Le Réseau d’Afrique francophone pour la télémédecine (RAFT) mis sur pied avec les Hôpitaux universitaires de Genève réfléchit à la protection des données des patients depuis ses débuts. Lancée en 2003, d’abord en Mali puis en Mauritanie, la plateforme offre des cours accessibles en ligne, mais permet aussi et surtout des échanges entre praticiens sur les diagnostics et traitements dans une vingtaine de pays. Développé par un ingénieur malien, dont le pays compte 0,1 médecin pour 1000 habitants, l’application Bogou (web et mobile) a été conçue spécialement pour le réseau.
« La protection des données personnelles est un enjeu important et les outils du RAFT y font particulièrement attention. Ce problème ne se pose pas pour les activités de télé-enseignement qui n’exposent pas de données personnelles.

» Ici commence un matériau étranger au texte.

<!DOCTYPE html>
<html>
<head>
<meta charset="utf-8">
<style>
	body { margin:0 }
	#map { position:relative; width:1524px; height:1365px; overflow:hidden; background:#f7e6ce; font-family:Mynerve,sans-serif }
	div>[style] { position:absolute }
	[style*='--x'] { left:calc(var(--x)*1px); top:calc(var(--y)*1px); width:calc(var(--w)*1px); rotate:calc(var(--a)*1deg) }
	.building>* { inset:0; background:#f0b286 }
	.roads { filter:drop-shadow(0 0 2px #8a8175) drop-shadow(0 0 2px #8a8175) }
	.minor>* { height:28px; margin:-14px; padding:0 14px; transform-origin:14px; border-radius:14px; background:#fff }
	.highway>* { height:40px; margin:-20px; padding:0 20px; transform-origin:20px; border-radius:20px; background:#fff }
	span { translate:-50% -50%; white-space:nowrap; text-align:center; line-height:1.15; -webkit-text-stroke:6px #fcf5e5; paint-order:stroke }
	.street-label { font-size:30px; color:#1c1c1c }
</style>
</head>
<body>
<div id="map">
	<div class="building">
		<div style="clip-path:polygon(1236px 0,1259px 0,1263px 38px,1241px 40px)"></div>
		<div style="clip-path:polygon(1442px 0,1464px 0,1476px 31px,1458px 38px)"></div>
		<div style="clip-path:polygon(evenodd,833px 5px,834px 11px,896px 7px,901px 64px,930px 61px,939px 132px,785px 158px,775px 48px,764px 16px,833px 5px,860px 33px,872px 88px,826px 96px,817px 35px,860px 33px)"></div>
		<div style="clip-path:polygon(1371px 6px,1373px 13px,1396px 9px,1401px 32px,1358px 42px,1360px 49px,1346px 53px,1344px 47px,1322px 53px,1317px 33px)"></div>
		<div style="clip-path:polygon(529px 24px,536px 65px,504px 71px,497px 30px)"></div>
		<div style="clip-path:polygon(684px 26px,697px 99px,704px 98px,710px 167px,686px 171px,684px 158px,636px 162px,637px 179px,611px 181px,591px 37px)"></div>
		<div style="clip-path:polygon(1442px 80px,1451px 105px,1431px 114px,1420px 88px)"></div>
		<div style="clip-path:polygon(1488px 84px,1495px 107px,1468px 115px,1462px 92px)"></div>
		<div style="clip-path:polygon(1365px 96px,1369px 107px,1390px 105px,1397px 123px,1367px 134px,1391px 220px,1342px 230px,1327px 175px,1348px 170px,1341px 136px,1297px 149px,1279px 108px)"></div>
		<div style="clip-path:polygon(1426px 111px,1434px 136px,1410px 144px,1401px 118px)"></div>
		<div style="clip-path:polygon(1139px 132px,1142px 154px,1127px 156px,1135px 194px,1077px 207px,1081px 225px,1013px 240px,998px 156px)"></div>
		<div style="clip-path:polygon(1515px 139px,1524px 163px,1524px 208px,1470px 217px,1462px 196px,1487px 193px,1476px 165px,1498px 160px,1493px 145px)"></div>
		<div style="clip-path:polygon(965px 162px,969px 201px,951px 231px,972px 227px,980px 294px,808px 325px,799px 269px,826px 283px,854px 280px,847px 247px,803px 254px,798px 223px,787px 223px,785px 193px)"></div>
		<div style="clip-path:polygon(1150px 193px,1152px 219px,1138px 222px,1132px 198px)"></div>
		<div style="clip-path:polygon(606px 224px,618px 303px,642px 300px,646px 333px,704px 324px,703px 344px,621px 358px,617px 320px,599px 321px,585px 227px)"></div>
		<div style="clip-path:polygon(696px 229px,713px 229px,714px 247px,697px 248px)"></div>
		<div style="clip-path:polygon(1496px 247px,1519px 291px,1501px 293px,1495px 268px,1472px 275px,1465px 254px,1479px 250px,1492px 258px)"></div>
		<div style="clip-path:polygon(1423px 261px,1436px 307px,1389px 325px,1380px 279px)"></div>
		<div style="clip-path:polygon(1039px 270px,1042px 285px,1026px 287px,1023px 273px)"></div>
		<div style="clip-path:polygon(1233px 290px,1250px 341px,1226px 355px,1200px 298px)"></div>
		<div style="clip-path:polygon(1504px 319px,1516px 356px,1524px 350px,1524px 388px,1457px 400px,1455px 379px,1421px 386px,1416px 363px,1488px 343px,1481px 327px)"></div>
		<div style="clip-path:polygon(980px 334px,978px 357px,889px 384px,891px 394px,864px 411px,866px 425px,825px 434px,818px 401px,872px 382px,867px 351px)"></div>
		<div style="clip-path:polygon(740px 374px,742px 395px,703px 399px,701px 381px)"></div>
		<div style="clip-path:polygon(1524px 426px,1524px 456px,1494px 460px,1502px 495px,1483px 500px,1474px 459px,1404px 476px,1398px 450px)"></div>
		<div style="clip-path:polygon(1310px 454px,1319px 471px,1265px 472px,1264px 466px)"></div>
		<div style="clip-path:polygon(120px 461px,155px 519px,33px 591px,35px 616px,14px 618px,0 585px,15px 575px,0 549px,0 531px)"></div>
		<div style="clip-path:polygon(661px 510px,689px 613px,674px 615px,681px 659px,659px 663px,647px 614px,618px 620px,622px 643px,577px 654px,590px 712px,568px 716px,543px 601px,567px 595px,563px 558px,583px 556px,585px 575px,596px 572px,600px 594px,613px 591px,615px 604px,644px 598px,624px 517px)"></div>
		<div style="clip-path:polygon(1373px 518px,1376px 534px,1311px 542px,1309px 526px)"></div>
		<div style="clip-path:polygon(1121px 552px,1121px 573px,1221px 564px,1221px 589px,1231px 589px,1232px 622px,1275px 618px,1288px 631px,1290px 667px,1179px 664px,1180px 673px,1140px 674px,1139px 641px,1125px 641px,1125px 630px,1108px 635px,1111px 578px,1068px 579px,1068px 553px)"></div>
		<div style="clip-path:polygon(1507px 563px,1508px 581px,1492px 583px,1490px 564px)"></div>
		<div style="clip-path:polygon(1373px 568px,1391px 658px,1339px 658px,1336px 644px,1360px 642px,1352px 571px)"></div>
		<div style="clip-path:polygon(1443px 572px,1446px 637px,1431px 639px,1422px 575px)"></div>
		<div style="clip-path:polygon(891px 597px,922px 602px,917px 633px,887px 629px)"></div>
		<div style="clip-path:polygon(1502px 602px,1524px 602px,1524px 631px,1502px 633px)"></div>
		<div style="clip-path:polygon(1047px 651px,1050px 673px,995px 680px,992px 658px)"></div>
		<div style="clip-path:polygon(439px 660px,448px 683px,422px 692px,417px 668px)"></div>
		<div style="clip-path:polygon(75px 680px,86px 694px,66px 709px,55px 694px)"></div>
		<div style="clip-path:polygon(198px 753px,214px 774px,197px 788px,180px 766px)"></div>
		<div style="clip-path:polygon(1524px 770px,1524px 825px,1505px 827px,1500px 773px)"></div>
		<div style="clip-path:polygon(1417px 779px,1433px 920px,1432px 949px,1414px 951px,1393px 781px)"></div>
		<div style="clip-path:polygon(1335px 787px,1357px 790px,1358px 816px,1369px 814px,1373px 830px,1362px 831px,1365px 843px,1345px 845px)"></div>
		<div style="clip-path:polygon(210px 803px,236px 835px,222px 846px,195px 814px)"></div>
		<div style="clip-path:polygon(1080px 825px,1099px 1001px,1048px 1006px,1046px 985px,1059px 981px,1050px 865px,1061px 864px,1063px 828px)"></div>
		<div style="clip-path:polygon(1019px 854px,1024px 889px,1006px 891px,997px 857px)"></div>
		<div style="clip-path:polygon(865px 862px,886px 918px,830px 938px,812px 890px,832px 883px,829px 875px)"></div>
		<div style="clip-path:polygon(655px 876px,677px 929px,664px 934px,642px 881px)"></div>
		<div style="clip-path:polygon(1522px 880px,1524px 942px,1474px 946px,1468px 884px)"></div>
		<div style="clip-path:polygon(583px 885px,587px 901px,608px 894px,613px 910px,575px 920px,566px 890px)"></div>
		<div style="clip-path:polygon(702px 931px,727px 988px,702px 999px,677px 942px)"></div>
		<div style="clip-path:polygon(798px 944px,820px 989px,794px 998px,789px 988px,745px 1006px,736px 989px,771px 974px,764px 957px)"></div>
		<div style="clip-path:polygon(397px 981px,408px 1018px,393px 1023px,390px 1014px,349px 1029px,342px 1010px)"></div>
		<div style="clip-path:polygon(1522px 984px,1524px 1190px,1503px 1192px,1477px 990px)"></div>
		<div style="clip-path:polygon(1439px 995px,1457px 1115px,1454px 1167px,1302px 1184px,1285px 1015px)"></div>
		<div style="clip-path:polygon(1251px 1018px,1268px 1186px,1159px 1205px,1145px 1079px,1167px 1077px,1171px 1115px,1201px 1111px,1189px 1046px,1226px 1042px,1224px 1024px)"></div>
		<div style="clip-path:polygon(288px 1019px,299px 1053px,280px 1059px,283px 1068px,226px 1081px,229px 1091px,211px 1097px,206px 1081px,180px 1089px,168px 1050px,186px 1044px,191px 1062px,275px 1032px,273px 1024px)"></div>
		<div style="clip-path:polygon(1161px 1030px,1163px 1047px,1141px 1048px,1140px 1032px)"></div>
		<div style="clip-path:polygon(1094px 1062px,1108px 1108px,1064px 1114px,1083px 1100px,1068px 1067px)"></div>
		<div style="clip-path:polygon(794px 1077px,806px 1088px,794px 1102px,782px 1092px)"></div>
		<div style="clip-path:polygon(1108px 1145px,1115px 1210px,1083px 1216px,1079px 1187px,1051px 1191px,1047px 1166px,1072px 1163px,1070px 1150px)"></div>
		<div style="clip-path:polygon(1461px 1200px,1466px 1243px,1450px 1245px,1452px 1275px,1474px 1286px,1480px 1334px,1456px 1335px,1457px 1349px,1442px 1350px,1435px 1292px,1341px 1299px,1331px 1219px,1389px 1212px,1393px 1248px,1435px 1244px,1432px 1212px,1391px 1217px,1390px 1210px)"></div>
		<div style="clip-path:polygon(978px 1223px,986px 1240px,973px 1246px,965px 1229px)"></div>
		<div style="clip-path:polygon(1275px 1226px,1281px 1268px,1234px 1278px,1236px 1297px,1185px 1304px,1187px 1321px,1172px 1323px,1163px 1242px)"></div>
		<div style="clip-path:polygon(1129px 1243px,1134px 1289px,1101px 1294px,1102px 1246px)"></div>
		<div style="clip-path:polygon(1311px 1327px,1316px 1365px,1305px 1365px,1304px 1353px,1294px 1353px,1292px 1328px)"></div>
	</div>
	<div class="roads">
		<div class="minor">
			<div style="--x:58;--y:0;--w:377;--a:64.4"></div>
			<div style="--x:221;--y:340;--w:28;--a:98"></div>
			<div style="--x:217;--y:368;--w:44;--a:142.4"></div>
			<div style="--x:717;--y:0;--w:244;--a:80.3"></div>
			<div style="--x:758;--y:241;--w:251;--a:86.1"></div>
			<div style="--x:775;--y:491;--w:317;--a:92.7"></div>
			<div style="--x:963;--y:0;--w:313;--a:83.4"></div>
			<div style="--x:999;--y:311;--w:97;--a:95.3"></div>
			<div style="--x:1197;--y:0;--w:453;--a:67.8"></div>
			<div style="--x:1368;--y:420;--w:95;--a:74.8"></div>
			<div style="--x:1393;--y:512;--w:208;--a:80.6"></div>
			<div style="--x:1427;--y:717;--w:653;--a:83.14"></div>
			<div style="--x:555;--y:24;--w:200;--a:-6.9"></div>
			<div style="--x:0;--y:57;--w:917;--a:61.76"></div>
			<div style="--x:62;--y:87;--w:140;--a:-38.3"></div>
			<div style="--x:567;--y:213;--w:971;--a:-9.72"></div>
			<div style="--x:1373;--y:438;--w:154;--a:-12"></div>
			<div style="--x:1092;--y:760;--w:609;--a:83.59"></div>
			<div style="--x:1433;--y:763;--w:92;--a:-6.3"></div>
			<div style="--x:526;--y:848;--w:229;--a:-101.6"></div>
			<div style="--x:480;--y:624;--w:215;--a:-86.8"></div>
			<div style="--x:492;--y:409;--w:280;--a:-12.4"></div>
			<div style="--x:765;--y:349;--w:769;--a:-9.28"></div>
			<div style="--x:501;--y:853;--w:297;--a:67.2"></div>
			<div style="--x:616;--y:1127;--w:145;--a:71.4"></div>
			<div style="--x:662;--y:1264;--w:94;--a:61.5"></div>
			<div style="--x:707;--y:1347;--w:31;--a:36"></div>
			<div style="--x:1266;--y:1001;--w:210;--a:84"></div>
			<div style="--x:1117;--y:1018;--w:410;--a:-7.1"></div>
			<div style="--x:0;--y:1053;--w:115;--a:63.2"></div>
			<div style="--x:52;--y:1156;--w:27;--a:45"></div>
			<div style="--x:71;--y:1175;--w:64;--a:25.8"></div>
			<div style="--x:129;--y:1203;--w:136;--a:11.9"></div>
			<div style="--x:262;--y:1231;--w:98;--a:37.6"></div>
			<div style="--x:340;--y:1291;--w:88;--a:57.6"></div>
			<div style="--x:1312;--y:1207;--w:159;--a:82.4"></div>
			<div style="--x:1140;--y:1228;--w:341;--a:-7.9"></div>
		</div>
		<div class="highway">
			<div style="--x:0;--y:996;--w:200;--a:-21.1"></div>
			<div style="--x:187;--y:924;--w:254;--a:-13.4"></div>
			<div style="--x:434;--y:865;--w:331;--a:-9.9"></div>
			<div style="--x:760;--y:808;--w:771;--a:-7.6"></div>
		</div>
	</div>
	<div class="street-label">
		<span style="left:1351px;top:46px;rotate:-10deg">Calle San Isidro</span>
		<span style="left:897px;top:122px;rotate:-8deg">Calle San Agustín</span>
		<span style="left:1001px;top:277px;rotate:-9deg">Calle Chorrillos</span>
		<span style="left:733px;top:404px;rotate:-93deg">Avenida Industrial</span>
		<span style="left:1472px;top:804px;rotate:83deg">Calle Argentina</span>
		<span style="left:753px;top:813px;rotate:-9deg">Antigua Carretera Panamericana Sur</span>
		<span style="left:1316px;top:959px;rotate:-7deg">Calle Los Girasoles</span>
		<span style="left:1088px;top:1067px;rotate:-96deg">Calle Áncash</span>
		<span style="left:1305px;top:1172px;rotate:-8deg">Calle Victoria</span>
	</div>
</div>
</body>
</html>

En revanche, pour les activités de télé-expertise, notre outil utilise une infrastructure à clés publiques (PKI) qui garantit que seuls les destinataires explicites du message seront capables de le décrypter », explique le professeur Antoine Geissbuhler, médecin-chef du service de cybersanté et télémédecine des Hôpitaux Universitaires de Genève.
Le continent doit posséder ses propres outils de protection
Le gestionnaire de chaque centre de consultation est seul habilité à accueillir de nouveaux participants pour la télé-expertise, et est chargé de vérifier l’identité et la qualité de chaque nouveau membre du cercle de collaboration. « À ce jour, à l’issue de milliers de consultations de télé-expertise, aucun problème de sécurité concernant ces données sensibles n’a été identifié », assure le professeur.
Vers des hébergeurs de données locaux
Les hébergeurs des données sont pour le moment le plus souvent à l’étranger, mais la donne va changer. « Que ce soit pour l’Agence informatique de l’État ou pour les opérateurs télécoms, l’installation d’hébergeurs au Sénégal va devenir inéluctable », estime Henri Ousmane Gueye, d’Eyone.
L’épidémie de Covid-19 a mis en lumière l’absolue nécessité pour le continent de posséder des infrastructures fiables, des outils efficaces, pour faire remonter l’information le plus vite possible, s’organiser, et aider le personnel médical à soigner. À Dakar, par exemple, sur instruction des autorités, désireuses d’être les plus réactives possible en matière de sécurité publique, les données concernant l’épidémie sont d’ores et déjà hébergées localement.